O que se passa no público é absorvido por quem está no palco e se, em 2020, os concertos eram frios e, de certo modo, estranhos e aberrantes, reflexo das restrições sanitárias que era necessário cumprir e que colocavam o público numa espécie de camisa-de-forças emotiva, com o progressivo alargamento e desaparecimento dessas restrições e com o público a manifestar-se de forma ainda mais expressiva do que antes da pandemia, como se objecto de repentina descompressão, claro que essa expressividade explosiva é também sentida por quem está no palco, voltando os concertos a ser locais físicos de grande gregarismo e comunhão colectiva.
É possível que ainda subsistam medos da pandemia, até porque ela continua a existir, mas a acontecer são muito residuais e não detectáveis no meio da multidão…

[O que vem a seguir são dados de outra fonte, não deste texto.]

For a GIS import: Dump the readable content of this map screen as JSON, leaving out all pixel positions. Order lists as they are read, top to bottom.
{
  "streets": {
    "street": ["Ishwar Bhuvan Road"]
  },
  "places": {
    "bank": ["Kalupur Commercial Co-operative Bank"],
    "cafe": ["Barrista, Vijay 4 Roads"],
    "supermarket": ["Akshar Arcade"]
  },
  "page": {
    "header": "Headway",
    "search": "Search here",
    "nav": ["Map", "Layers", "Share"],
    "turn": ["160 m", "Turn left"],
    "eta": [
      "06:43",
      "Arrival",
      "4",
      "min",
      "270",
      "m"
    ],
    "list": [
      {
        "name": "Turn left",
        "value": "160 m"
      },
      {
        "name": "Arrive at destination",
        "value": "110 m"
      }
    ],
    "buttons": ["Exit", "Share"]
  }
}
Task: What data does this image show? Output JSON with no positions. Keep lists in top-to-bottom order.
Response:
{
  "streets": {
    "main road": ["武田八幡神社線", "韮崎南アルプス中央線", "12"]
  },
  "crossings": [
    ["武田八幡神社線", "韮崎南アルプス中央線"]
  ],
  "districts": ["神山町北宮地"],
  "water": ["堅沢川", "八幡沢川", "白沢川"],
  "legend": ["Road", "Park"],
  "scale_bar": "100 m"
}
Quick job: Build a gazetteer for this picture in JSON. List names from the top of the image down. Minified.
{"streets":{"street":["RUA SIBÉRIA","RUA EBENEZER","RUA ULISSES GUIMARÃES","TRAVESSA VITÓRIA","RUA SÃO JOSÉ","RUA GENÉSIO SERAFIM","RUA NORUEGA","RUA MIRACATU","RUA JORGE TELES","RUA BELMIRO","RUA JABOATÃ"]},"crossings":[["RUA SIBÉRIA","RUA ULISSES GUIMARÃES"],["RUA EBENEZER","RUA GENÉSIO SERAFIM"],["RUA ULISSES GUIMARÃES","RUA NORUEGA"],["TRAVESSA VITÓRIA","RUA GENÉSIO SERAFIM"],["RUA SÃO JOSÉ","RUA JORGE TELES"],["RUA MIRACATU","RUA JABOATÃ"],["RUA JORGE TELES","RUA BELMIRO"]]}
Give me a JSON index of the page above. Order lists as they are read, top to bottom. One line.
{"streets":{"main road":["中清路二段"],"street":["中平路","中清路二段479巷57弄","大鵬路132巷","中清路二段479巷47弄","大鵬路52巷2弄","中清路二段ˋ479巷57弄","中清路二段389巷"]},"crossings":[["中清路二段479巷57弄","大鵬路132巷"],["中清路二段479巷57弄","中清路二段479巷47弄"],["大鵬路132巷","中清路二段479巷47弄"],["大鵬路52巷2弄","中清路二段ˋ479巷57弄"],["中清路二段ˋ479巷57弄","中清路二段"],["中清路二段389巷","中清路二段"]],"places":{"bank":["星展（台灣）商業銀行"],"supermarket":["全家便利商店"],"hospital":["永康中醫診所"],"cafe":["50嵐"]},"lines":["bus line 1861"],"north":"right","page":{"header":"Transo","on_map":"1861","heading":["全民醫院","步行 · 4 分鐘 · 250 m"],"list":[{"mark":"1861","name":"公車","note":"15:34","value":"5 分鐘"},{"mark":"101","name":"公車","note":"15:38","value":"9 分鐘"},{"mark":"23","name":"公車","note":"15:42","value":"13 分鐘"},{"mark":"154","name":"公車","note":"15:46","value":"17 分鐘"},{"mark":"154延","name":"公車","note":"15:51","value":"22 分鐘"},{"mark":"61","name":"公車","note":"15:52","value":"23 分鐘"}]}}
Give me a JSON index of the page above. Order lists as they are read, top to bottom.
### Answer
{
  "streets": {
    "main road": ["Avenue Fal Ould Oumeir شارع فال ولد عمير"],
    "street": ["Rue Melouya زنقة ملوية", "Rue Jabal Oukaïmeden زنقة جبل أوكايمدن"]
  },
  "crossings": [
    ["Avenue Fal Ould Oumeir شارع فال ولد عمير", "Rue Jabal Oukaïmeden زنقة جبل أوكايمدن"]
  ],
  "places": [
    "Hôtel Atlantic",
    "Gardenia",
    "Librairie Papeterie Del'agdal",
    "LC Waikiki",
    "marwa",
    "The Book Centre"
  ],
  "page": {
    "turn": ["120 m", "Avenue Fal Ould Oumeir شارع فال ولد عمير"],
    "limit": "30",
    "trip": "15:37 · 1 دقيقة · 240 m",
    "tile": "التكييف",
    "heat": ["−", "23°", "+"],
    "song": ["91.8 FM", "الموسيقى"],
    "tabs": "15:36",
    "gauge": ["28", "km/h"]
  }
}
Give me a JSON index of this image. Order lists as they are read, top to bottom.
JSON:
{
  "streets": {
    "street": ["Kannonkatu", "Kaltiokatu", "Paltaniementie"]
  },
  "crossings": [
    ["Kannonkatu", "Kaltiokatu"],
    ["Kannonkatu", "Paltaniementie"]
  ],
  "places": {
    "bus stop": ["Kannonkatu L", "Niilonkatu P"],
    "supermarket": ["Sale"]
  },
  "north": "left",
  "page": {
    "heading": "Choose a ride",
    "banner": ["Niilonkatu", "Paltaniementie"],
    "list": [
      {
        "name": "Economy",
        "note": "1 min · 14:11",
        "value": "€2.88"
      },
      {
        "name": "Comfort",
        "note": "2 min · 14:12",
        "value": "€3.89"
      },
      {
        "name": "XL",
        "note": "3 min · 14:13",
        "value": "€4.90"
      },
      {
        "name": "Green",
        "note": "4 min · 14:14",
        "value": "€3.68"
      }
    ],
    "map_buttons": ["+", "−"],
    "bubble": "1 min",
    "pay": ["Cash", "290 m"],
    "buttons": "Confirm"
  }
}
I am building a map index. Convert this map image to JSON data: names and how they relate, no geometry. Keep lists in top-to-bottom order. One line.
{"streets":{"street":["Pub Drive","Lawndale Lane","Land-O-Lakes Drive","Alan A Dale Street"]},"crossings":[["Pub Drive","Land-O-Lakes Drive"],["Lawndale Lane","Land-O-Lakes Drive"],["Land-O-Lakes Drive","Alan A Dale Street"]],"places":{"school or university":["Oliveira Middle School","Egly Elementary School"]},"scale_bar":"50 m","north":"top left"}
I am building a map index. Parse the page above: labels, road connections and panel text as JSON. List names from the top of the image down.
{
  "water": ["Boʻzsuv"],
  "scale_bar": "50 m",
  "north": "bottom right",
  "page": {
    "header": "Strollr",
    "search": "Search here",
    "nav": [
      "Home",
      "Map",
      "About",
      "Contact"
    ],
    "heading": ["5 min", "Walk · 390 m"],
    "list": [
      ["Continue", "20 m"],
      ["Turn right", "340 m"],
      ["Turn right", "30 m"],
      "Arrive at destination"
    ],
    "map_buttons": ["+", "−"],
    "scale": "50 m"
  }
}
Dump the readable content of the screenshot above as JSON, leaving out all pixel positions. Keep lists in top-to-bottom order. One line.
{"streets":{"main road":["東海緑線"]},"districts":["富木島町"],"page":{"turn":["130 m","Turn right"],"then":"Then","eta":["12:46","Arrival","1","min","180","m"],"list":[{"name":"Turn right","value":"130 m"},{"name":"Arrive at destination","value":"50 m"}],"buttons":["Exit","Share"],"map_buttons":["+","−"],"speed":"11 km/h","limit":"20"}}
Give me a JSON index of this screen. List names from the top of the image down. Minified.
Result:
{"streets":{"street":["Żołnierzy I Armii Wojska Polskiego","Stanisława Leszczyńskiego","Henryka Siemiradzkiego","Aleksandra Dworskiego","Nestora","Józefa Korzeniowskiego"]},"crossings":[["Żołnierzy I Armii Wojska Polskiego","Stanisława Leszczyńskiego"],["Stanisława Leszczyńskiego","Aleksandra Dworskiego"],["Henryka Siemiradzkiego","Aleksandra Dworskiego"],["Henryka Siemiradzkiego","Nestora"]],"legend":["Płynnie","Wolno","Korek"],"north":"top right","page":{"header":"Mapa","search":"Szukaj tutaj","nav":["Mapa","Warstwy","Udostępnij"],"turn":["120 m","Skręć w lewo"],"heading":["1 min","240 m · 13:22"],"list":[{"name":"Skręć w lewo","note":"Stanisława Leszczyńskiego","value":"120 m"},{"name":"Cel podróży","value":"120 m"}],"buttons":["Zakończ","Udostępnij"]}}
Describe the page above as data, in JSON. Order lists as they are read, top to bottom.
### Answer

O alinhamento que vão apresentar inclui temas novos, eventualmente de um próximo disco? Tem canções do último álbum e do EP Tricot, que gravaram com Pedro Sousa? Como está pensado o espectáculo que vão mostrar na Festa do Avante!?
Vamos à Festa do Avante! tocar na íntegra o nosso último álbum, No Fim Era o Frio, saído no último trimestre de 2019 e cuja divulgação foi interrompida pela pandemia. Depois, se houver tempo disponível, tocaremos alguns outros temas do nosso reportório. Quanto ao Tricot, com o Pedro Sousa, estamos a trabalhar para um espectáculo com os temas do EP e outros novos, também compostos obedecendo aos mesmos parâmetros de improviso, mas a estrear só em Janeiro de 2023.